The provost’s office is about to end student employment as we know it, and they really did not want you to find out about it.
As one of several budget cuts to university services for the 2014-’15 academic year, the University has proposed cutbacks to the 50/50 split program that has come to define the student employment experience on campus.
As the system currently stands, the provost’s office covers half of a student worker’s wage, so that if an employer wishes to pay a student $14 per hour, that employer pays only $7 while the provost’s office covers the other $7. This setup helps employers deal with a bottom line, but it is particularly crucial for students — it allows employers to hire more student workers and pay them a significantly higher wage than would otherwise be possible.
With so many students dependent on campus employment to cover school expenses during the year, this funding mechanism has become a powerful force for college affordability at Yale.
Fortunately for the provost’s office, most students do not even realize they are participating in the program.

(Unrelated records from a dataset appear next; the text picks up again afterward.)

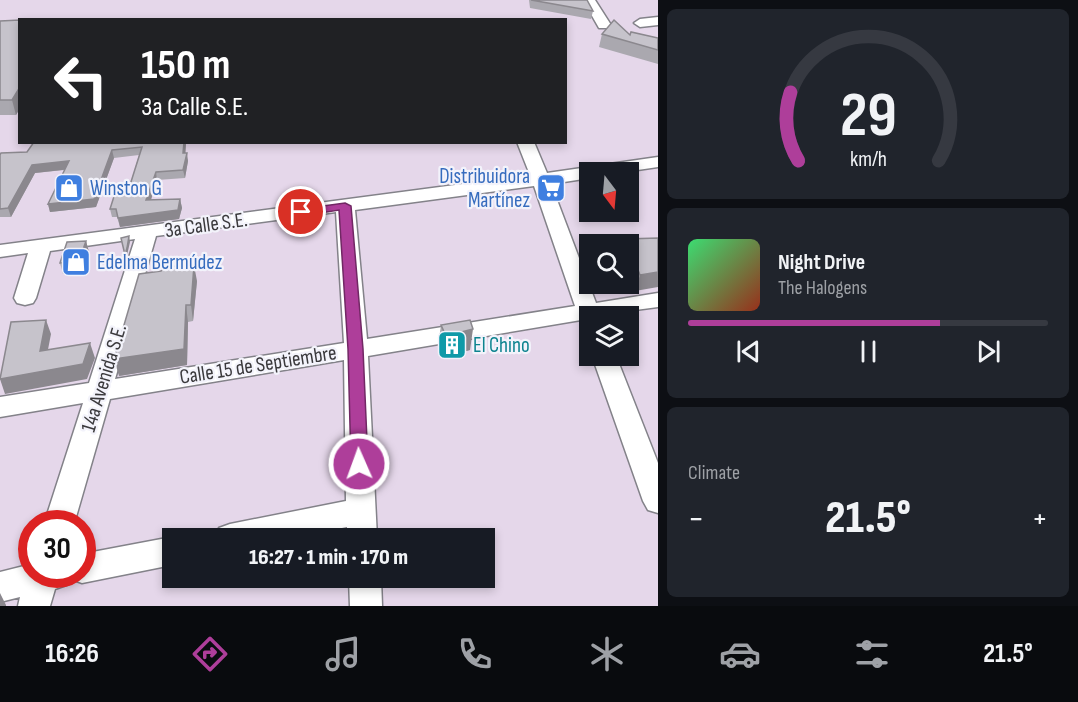 <!DOCTYPE html>
<html lang="en">
<head>
<meta charset="utf-8">
<style>
	body { margin:0; font-family:"Sofia Sans Condensed",sans-serif; background:#20242c; color:#f1f3f6; height:100vh; display:flex; flex-direction:column; font-size:22px; white-space:nowrap }
	* { box-sizing:border-box; margin:0 }
	p { font-size:20px; color:#9ea1a6 }
	.icon { flex:none; width:33px; height:33px; fill:none; stroke:currentColor; stroke-width:2; stroke-linecap:round; stroke-linejoin:round }
	.map { position:relative; flex:1; overflow:hidden }
	.sheet { display:flex; flex-direction:column; gap:9px; padding:9px; background:#0d0f14; width:420px }
	.sheet>* { flex:none }
	.guide { position:absolute; left:18px; top:18px; width:549px; height:126px; border-radius:0px; box-shadow:0 3px 9px #0003; background:#202124; color:#fff; overflow:hidden }
	.needle { width:39px; rotate:164deg }
	.fabs { position:absolute; left:579px; top:162px; display:grid; gap:12px }
	.fabs a { display:grid; place-items:center; width:60px; height:60px; border-radius:0px; background:#171b24; box-shadow:0 3px 9px #0003; font-size:30px }
	.speed { position:absolute; left:18px; top:510px; display:flex; gap:12px; font-size:30px; font-weight:700; text-align:center }
	.speed>* { display:grid; place-content:center; width:78px; height:78px; border-radius:50%; background:#171b24; box-shadow:0 3px 9px #0003; line-height:1 }
	.speed .limit { border:9px solid #d22; background:#fff; color:#111 }
	.pin { position:absolute; display:grid; place-items:center; width:51px; height:51px; color:#fff; margin:-26px; border:3px solid #fff; border-radius:50%; box-shadow:0 2px 6px #0007 }
	.me { position:absolute; width:66px; margin:-33px; rotate:358deg; stroke-linejoin:round; filter:drop-shadow(0 0 4px #0008) }
	.turn { display:flex; align-items:center; gap:21px; height:126px; padding:0 24px; font-size:27px }
	.turn .icon { width:78px; height:78px; stroke-width:2.5 }
	.turn b { display:block; font-size:42px; line-height:51px }
	.big { font-size:45px; font-weight:800; line-height:1.1 }
	.sheet .card { flex:1; display:flex; flex-direction:column; justify-content:center; gap:9px; min-width:0; padding:0 21px; border-radius:9px; background:#20242c }
	.sheet .dial { align-items:center; gap:0 }
	.dial svg { height:156px; overflow:visible; fill:none; stroke:#363941; stroke-width:7; stroke-linecap:round; text-anchor:middle }
	.dial text { fill:#f1f3f6; stroke:none }
	.song { display:flex; align-items:center; gap:18px }
	.cover { width:72px; height:72px; border-radius:9px; background:linear-gradient(135deg,hsl(140 70% 55%),hsl(10 70% 35%)) }
	.played { height:6px; border-radius:3px; background:linear-gradient(90deg,#ae3e9a 70%,#363941 70%) }
	.keys { display:flex; justify-content:space-around; direction:ltr }
	.heat { display:flex; justify-content:space-between; align-items:center; font-size:33px; direction:ltr }
	.trip { position:absolute; left:162px; top:528px; width:333px; height:60px; border-radius:0px; background:#171b24; box-shadow:0 3px 9px #0003; font-weight:800; line-height:60px; text-align:center }
	.tab-bar { display:flex; height:96px; justify-content:space-around; align-items:center; background:#090b0e; color:#9ea1a6 }
	.tab-bar .icon { width:42px; height:42px }
	.tab-bar .active { color:#ae3e9a }
	.tab-bar b { font-size:27px; color:#f1f3f6 }
	main { display:flex; flex:1; min-height:0 }
	.map>svg:first-child { display:block }
</style>
</head>
<body>
<main>
<div class="map">
<svg width="658" height="606" viewBox="0 0 658 606">
	<rect width="100%" height="100%" fill="#e6e6ee"/>
	<path fill="#e5d7ea" fill-rule="evenodd" d="M0,0h658v606h-658zM20,20h546v122h-546zM590,172h38v40h-38zM590,244h38v40h-38zM590,316h38v40h-38zM32,524h50v50h-50zM172,538h312v40h-312z"/>
	<g fill="none" stroke-linecap="round" stroke-linejoin="round">
		<g stroke="#838289" stroke-width="3">
			<path id="minor" d="M583,0h12l16,25 -2,3h-10z
				M658,17v8l-18,2 -6,-4 6,-4z
				M517,142h17l13,31 111,-16v10l-34,5h-34v6l-39,6 45,119 62,-10v14l-68,9v9l-9,-5 -213,36 9,182h-30v-11l-56,11h-76l4,-10 11,-4 116,-23 -2,-141 -234,39 -36,125h-30l39,-121 -83,14v-20l89,-14 46,-144 -85,12 -14,47 -3,5 -8,2 -8,-2 -3,-5 14,-45 -28,4v-12l530,-70zM534,186l41,120 -208,33 -12,-129zM336,212l8,131 -229,36 41,-143z
				M592,356h24l42,107v50l-10,-3 -5,-9z
				M172,537l4,1h-4v27l-90,18 -11,-4 -2,5 -14,5 -5,17h-32l2,-9 -20,5v-30l32,-8v10h50v-20z
				M349,578h32l1,28h-32z"/>
		</g>
		<use href="#minor" fill="#fff" fill-rule="evenodd"/>
	</g>
	<path fill="#aaa8af" d="M529,0h58l6,11 -2,8 -61,-11z
		M20,20v88l-4,7h-16v-94z
		M602,34l56,4v26l-59,-17z
		M34,142h152l-1,11 3,8 -3,17 -28,2 -6,20 29,-1 2,9 -3,11 -59,8 -3,-10h-5l-2,-8 20,-24 9,-30 -25,3 -18,49 -46,5 -2,-8 16,-34 -29,3 -24,44h-11v-62l27,-3z
		M658,238l-23,53 -7,-16v-31h-3l1,-5z
		M86,241l3,11 -7,20 -19,2 -3,-11z
		M197,281l-4,40 -5,1 -1,43 -68,11z
		M441,325l29,25 -27,7 -5,-11z"/>
	<path fill="#8b888e" d="M20,87v21l-4,7 -4,-15z
		M184,142h2v1l-1,18 -2,-8z
		M112,150l2,8 -18,49 -46,5 -2,-8z
		M187,153l1,8 -3,17 -2,-8z
		M69,161l2,8 -36,4 -24,44 -3,-9 24,-43z
		M156,172l1,8 -9,29 -2,-9z
		M180,199l2,9 -3,11 -59,8 -2,-9z
		M129,236l1,6 -4,18 -1,-5z
		M86,241l3,11 -7,20 -3,-11z
		M194,265l3,16 -4,40 -2,-16z
		M658,272v15l-23,4 5,-16z
		M186,305l2,17 -1,43 -68,11 -5,-17z
		M46,320l5,14 -6,31 -5,-14z
		M473,329l-3,21 -27,7 3,-21z
		M90,343l5,15 -8,21 -82,15 -5,-15z
		M0,593l6,12v1h-6z"/>
	<path fill="#c6c3cb" stroke="#8b888e" stroke-width="1.5" d="M531,0h56l6,11z
		M193,19v1h-80z
		M20,20v67l-8,13h-12v-79z
		M614,20l16,15 1,-3 27,6v12l-56,-16z
		M34,142h150l-1,11h4l-4,17 -27,2 -10,28 34,-1 -2,11 -60,8 -2,-9h-6l7,-22 13,-2 12,-38 -30,3 -18,49 -46,5 21,-43 -37,4 -24,43 -8,1v-54l1,-2 26,-1z
		M129,236l-2,12 -2,7 -4,-17z
		M658,238v34l-18,3 -14,-36z
		M86,241l-7,20 -19,2 7,-21z
		M194,265l-3,40h-5l-2,44 -70,10 25,-85 22,-3 4,-4z
		M46,320l-6,31 50,-8 -7,21 -83,15 11,-57z
		M470,320l3,9 -27,7 -5,-11z"/>
	<path fill="#ae3e9a" stroke="#712864" stroke-width="1.5" d="M345,203l6,3 12,143 5,115 -3,5h-12l-2,-5 -3,-115 -9,-139 -38,6 -6,-4 6,-3z"/>
	<defs>
		<g id="shop-square" transform="scale(1.5)"><rect x="-9" y="-9" width="18" height="18" rx="4" fill="#3f7fe0" stroke="#f3f3fb"/><path d="M-5-2.5h2.3a2.7 3.5 0 0 1 5.4 0H5L5.5 6h-11ZM-1.5-2.5h3a1.5 2.3 0 0 0-3 0Z" fill="#fff"/></g>
		<g id="supermarket-square" transform="scale(1.5)"><rect x="-9" y="-9" width="18" height="18" rx="4" fill="#3f7fe0" stroke="#f3f3fb"/><path d="M-6-5.5h2.5l.6 2H6L4.5 2H-2.5L-4.4-4H-6ZM-1.5 3.2a1.3 1.3 0 1 0 .1 0ZM3 3.2a1.3 1.3 0 1 0 .1 0Z" fill="#fff"/></g>
		<g id="building-square" transform="scale(1.5)"><rect x="-9" y="-9" width="18" height="18" rx="4" fill="#0f9aa8" stroke="#f3f3fb"/><path d="M-4-6H4V6H1V3H-1V6H-4ZM-2.5-4.3h1.7v1.8h-1.7ZM.8-4.3h1.7v1.8H.8ZM-2.5-1h1.7V.8h-1.7ZM.8-1h1.7V.8H.8Z" fill="#fff"/></g>
	</defs>
	<g fill-rule="evenodd">
		<use href="#shop-square" x="69" y="188"/>
		<use href="#supermarket-square" x="551" y="188"/>
		<use href="#shop-square" x="76" y="262"/>
		<use href="#building-square" x="452" y="345"/>
	</g>
	<g text-anchor="middle" dominant-baseline="central" stroke-width="4.5" stroke-linejoin="round" paint-order="stroke">
		<g font-size="21" fill="#366cbe" stroke="#f3f3fb" text-anchor="start">
			<text x="530" y="176" text-anchor="end">Distribuidora<tspan x="530" dy="24">Martínez</tspan></text>
			<text x="90" y="188">Winston G</text>
			<text x="97" y="262">Edelma Bermúdez</text>
		</g>
		<g font-size="21" fill="#3a393c" stroke="#f3f3fb">
			<text transform="translate(206 225) rotate(-8)">3a Calle S.E.</text>
			<text transform="translate(258 365) rotate(-9)">Calle 15 de Septiembre</text>
			<text transform="translate(104 378) rotate(-73)">14a Avenida S.E.</text>
		</g>
		<g font-size="21" fill="#0d838f" stroke="#f3f3fb" text-anchor="start">
			<text x="473" y="345">El Chino</text>
		</g>
	</g>
</svg>
<div class="fabs">
<a><svg class="needle" viewBox="-14 -14 28 28"><path d="M0-13l5 13h-10z" fill="#e53935"/><path d="M0 13l5-13h-10z" fill="#9ea1a6"/></svg></a>
<a><svg class="icon" aria-label="search" viewBox="0 0 24 24"><circle cx="10" cy="10" r="6"/><path d="M15 15l6 6"/></svg></a>
<a><svg class="icon" aria-label="layers" viewBox="0 0 24 24"><path d="M12 4l9 5-9 5-9-5zM3 14l9 5 9-5"/></svg></a>
</div>
<div class="speed"><div class="limit">30</div></div>
<div class="pin" style="left:301px;top:212px;background:#d93025"><svg class="icon" aria-label="arrive" viewBox="0 0 24 24"><path d="M6 21V4h12l-3 4 3 4H6"/></svg></div>
<svg class="me" style="left:359px;top:464px" viewBox="-20 -20 40 40"><circle r="17" fill="#ae3e9a" stroke="#fff" stroke-width="3"/><path d="M0-11L8 9 0 5-8 9z" fill="#fff"/></svg>
<div class="trip">16:27 · 1 min · 170 m</div>
<div class="guide">
<div class="turn"><svg class="icon" aria-label="left" viewBox="0 0 24 24"><path d="M17 20v-9H6M10 6l-5 5 5 5"/></svg><div><b>150 m</b>3a Calle S.E.</div></div>
</div>
</div>
<section class="sheet">
<div class="card dial"><svg viewBox="0 0 100 80">
<path d="M14 69A42 42 0 1 1 86 69"/>
<path d="M14 69A42 42 0 0 1 10 34" stroke="#ae3e9a"/>
<text x="50" y="56" font-size="32" font-weight="700">29</text>
<text x="50" y="72" font-size="11">km/h</text>
</svg></div>
<div class="card">
<div class="song"><i class="cover"></i><div><b>Night Drive</b><p>The Halogens</p></div></div>
<div class="played"></div>
<div class="keys"><svg class="icon" aria-label="previous" viewBox="0 0 24 24"><path d="M18 5L8 12l10 7zM5 5v14"/></svg><svg class="icon" aria-label="pause" viewBox="0 0 24 24"><path d="M8 5v14M16 5v14"/></svg><svg class="icon" aria-label="next" viewBox="0 0 24 24"><path d="M6 5l10 7-10 7zM19 5v14"/></svg></div>
</div>
<div class="card"><p>Climate</p>
<div class="heat"><a>−</a><b class="big">21.5°</b><a>+</a></div>
</div>
</section>
</main>
<nav class="tab-bar">
<b>16:26</b>
<svg class="icon active" aria-label="directions" viewBox="0 0 24 24"><path d="M12 3l9 9-9 9-9-9zM9 14v-3h6M13 9l2 2-2 2"/></svg>
<svg class="icon" aria-label="music" viewBox="0 0 24 24"><path d="M9 18V5l10-2v13"/><circle cx="6" cy="18" r="3"/><circle cx="16" cy="16" r="3"/></svg>
<svg class="icon" aria-label="phone" viewBox="0 0 24 24"><path d="M5 4h4l2 5-3 2q2 4 5 5l2-3 5 2v4C11 20 4 13 5 4z"/></svg>
<svg class="icon" aria-label="climate" viewBox="0 0 24 24"><path d="M12 3v18M4 7l16 10M4 17L20 7"/></svg>
<svg class="icon" aria-label="car" viewBox="0 0 24 24"><path d="M5 17H2v-5l4-1 3-4h7l3 4 3 1v5h-3M9 17h6M6 11h13"/><circle cx="7" cy="17" r="2"/><circle cx="17" cy="17" r="2"/></svg>
<svg class="icon" aria-label="filters" viewBox="0 0 24 24"><path d="M4 7h16M4 17h16"/><circle cx="9" cy="7" r="2"/><circle cx="15" cy="17" r="2"/></svg>
<b>21.5°</b>
</nav>
</body>
</html>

But if you currently hold a job on campus, you are more than likely the beneficiary of the generous 50/50 split.
In order to help address Yale’s $39 million budget shortfall, all of that progress may soon come to an end. If the proposed cuts go into effect next year, students will only qualify for the 50/50 split if they fulfill four qualifications: They must be full-time Yale College undergraduates who are on financial aid, earn no more than $15 per hour and receive no wages from a sponsored award.
Though the last qualification has been standard in the current program, the rigid financial aid requirement and the artificial $15 per hour cap will scale back the number of students able to find employment next academic year and unnecessarily anchor most students to a lower wage.
Admittedly, at first the financial aid requirement might seem appropriate. After all, if indeed the University must make cuts to student wages, surely those who must contribute income to their financial aid packages should be prioritized. In fact, I have often argued we should require on-campus employers to give preference to financial aid recipients early in the semester so they may earn the required $2,300 expected from a term-time job.
Nevertheless, my advocacy for financial aid preference always relied upon the assumption that students without a financial aid package could also compete for jobs after a month of preferential hiring. But under the proposed system, if you are not receiving financial aid, finding employment will prove nearly impossible. No employer would pay twice as much to hire or retain non-financial aid student workers.
And yet, the $15 cap seems even more ill-advised than the financial aid restrictions. Surely with so many economists on Yale’s payroll, administrators should see the cap’s obvious flaw: It artificially traps students with upward mobility at a low wage. Right now, an employer can pay a student a $15 wage with only $7.50, a $16 wage with only $8 and so on. But under the proposed system, a student with a wage of $15 costs an employer $7.50 while a student with a wage of $16 costs a full $16. Put simply, increasing the wage only $1 would cost an employer an additional $8.50.
Even if we accept the idea that we should balance the University budget on the backs of working students (a scary thought indeed), the mathematics behind this policy does not add up.
At the very least, the provost’s office should freeze their rebate at $7.50 for higher-wage workers instead of suddenly pulling support from students upon reaching $15. Without that change, employers will not only stop giving students raises beyond $15 per hour, but they may even bow to the temptation to reduce current student wages from higher wages down to $15 — a decision that would have a particularly profound impact on students from low-income families who have already budgeted meticulously for next year.
Of course, we need not settle for such a compromise in the first place, for doing so would be buying into the assumption that Yale’s troubling new trend of undermining college affordability is acceptable behavior for a University that still laughably claims to meet 100 percent of demonstrated financial need for incoming students.
These cuts to student wages are particularly humiliating in light of the Yale Corporation’s ongoing solicitations for big-ticket donations for the new residential colleges and for a whopping $17 million renovation to the President’s House on Hillhouse.
Maybe Yale administrators did not realize the impact they would have on students in undermining the 50/50 split. Maybe they did and simply thought we would willingly take yet another blow to our finances.
But when the first of the layoffs come down in August, don’t say I didn’t warn you.